## Problem to solve
Find all lines in the listing that include the word "function", then copy them.

## Available data
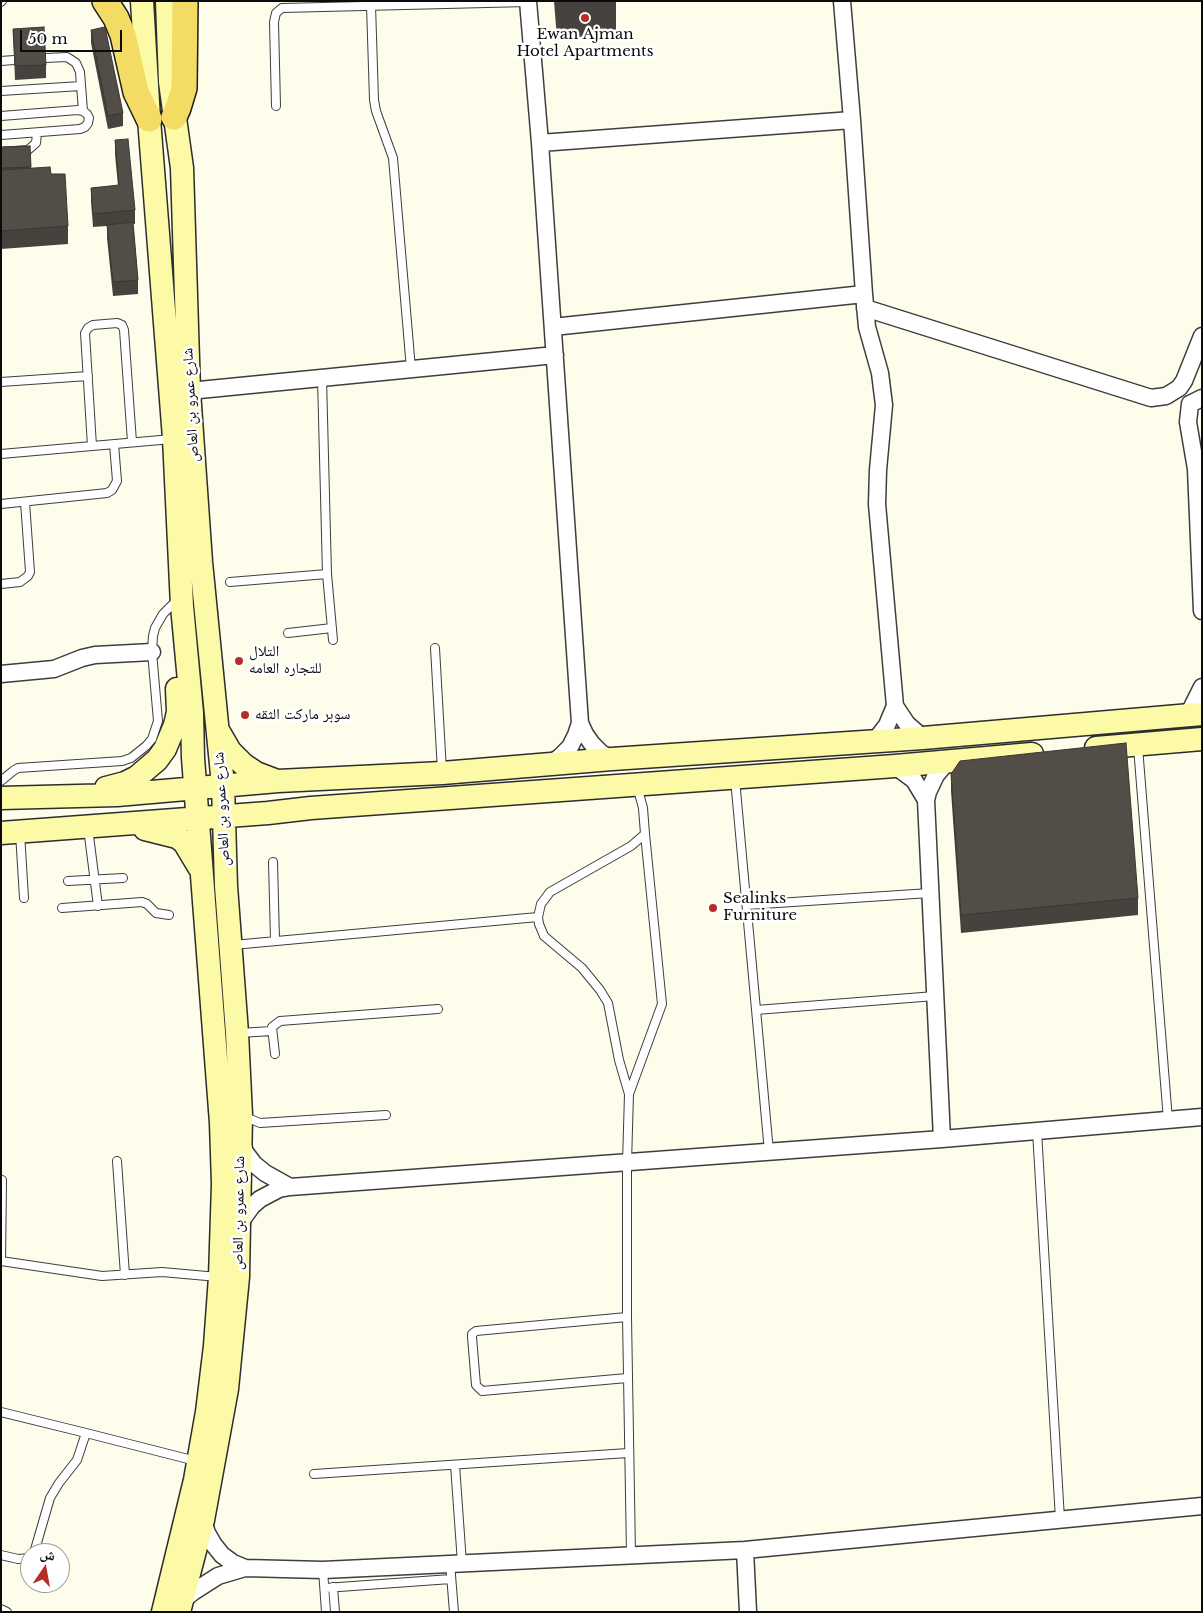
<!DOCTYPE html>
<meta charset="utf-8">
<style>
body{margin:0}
#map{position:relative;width:1203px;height:1613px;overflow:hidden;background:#fefcea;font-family:"Libre Baskerville","Noto Naskh Arabic",serif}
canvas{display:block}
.frame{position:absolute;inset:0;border:2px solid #0b0b0b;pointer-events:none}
.north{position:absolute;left:20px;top:1543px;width:50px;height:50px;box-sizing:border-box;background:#fff;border:1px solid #9d9d9d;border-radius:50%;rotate:12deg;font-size:14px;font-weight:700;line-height:20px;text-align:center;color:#0b0b0b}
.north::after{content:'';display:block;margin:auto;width:18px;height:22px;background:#b52d29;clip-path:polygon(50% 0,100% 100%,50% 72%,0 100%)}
.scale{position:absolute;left:20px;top:30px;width:102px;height:22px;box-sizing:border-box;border:2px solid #0b0b0b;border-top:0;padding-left:6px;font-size:15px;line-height:18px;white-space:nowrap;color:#0b0b0b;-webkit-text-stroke:4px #fff;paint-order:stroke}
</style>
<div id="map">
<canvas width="1203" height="1613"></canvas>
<div class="frame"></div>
<div class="north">ش</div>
<div class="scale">50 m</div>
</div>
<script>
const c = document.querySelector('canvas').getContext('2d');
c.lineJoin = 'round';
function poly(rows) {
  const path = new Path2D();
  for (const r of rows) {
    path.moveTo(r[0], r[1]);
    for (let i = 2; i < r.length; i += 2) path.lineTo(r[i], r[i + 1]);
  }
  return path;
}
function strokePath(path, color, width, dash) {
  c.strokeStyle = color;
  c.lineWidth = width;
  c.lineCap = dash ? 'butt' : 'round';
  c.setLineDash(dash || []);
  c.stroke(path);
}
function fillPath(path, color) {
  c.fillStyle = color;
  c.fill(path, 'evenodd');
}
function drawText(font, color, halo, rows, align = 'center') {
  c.font = font + ' "Libre Baskerville","Noto Naskh Arabic",serif';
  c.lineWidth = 5;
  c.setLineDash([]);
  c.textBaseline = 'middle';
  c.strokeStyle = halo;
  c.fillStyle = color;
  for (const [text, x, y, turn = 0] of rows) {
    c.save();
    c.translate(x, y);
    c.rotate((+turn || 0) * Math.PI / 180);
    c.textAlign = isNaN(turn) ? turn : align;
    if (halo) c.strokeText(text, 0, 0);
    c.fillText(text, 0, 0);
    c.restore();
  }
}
const service = poly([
 [1,2,2,1],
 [371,5,374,100,376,111,393,158,411,369],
 [45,58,67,57,76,63,80,72,83,111],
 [1,61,14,60],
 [1,91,81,86],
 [276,106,274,22,276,13,282,8,528,2],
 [1,116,78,110,83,111,87,114,89,118,88,123,85,127,80,129,1,135],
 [1,152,28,150,36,143,37,133],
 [322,378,327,574,333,640],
 [1,382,88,376],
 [92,446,85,333,88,328,93,325,117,323,122,325,124,330,132,442],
 [1,454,172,439],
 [1,504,107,493,112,490,117,481,114,444],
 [230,582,327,574],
 [1,584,20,582,28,576,30,572,25,502],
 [288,633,332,628],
 [435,648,442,771],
 [1138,747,1168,1120],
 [735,779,769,1152],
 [1,781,13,771,18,768,122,761,131,758,146,746,152,739,158,721,152,652,153,636,155,628,163,614,178,599],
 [88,828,98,906],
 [20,833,24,898],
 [273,862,275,940],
 [68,881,123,878],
 [747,905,930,893],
 [62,908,142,902,147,904,156,913,169,915],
 [233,945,538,917],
 [756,1010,935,996],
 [239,1033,272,1031],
 [275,1054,272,1027,280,1021,438,1009],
 [629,1094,662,1004,645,834],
 [243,1116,260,1123,386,1115],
 [1037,1131,1060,1519],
 [117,1161,125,1275],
 [1,1261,102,1276,162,1272,218,1277],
 [1,1261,2,1180],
 [627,1317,476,1331,472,1334,472,1337,476,1385,482,1391,627,1378],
 [1,1412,86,1433,77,1460,59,1483,50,1498,34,1553],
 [86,1433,196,1461],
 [455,1465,462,1563],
 [314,1474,628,1453],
 [631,1554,627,1317,627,1163,629,1094,619,1060,608,1003,600,990,582,968,544,936,539,924,538,917,541,904,550,892,631,846,645,834,643,808,637,786],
 [1,1555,18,1559,30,1558],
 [450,1563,454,1612],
 [323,1570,326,1612],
 [333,1587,335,1612],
 [325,1588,451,1579],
 [1,1609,7,1612]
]);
const minor = poly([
 [528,1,540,143,580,723,585,734,592,744,601,753,612,759],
 [842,1,852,120,864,294,867,327,880,373,884,405,878,470,877,504,895,706,887,725,874,742],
 [540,143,852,120],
 [865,308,1151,398,1166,396,1179,388,1184,381,1202,336],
 [553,327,864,294],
 [189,391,555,355],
 [1202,398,1190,404,1188,422,1196,469,1202,611],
 [1,674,54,669,82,658,95,655,152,652],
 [895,706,907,724,923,738],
 [1188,715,1202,687],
 [549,765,560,757,570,747,576,735,580,723],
 [895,766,914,780,926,800],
 [942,1139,926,800,928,792,936,775,948,761],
 [242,1142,245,1152,254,1164,265,1173,290,1187],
 [239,1224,252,1206,260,1199,279,1189,290,1187,942,1139,1202,1117],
 [203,1520,207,1533,214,1545,222,1555,233,1563,245,1568],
 [745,1550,748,1612],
 [182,1601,193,1592,218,1576,245,1568,323,1570,745,1550,1202,1506]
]);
const secondary = poly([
 [142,1,149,119,174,438,182,606,192,713,193,758,221,1123,223,1184,220,1277,215,1346,207,1412,195,1480,163,1612],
 [167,1,170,82,182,168,189,391,201,562,223,785,226,886,237,1033,241,1115,238,1277,227,1389,203,1520,179,1612],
 [219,732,230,751,244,765,256,773,277,781],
 [1096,748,1202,739],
 [106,788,125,783,137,777,157,760,165,749,175,725,178,712,177,689],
 [1,798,117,795,278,781,442,773,612,759,923,738,1202,714],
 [145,829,177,837,184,842,199,867],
 [1,833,268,813,311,808,895,766,1032,754]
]);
const primary = poly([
 [105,1,116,18,123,35,136,92,149,119],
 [174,117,178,108,184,88,185,1]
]);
strokePath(service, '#3e3e3e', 10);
strokePath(minor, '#3e3e3e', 19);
strokePath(secondary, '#2d2d2d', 25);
strokePath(primary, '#1c1c1c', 28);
strokePath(service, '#fff', 8);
strokePath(minor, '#fff', 16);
strokePath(secondary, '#fcf9a7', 22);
strokePath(primary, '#f4dc64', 25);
fillPath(poly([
 [554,1,616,1,616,34,557,39],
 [13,29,46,65,46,78,15,80],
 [91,30,123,113,123,126,108,129,91,43],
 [115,140,135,210,135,224,133,224,138,280,138,294,113,296,107,238,107,226,93,227,91,201,91,188,118,186,115,154],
 [30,146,31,168,51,174,68,226,68,244,1,249,1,147],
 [951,774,1138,898,1138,915,961,933,951,791]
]), '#47423e');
const building = poly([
 [44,27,46,65,15,66,13,29,44,27],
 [105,27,123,113,108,116,91,30,105,27],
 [128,139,135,210,93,214,91,188,119,185,115,140,128,139],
 [30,146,31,167,1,168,1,147,30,146],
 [50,167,51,174,65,174,68,226,1,231,1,170,50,167],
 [133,222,138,280,113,282,107,225,133,222],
 [1126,743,1138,898,961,915,951,774,960,761,1126,743]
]);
fillPath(building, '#534d48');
strokePath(building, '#3a3632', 1);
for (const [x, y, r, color] of [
 [585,18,5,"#b52d29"],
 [239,661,5,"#b52d29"],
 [245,715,5,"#b52d29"],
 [713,908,5,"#b52d29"]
]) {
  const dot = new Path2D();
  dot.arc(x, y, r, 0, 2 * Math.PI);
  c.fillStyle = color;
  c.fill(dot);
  strokePath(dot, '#fff', 2);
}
drawText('15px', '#0b0b0b', '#fff', [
 ["Ewan Ajman",585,35,"center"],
 ["Hotel Apartments",585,52,"center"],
 ["التلال",249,652],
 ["للتجاره العامه",249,669],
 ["سوبر ماركت الثقه",255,715],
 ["Sealinks",723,899],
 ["Furniture",723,916]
], 'left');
drawText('15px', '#0b0b0b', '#fff', [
 ["شارع عمرو بن العاص",191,405,-93],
 ["شارع عمرو بن العاص",222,809,-93],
 ["شارع عمرو بن العاص",239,1213,-89]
]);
</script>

## Response
function poly(rows) {
function strokePath(path, color, width, dash) {
function fillPath(path, color) {
function drawText(font, color, halo, rows, align = 'center') {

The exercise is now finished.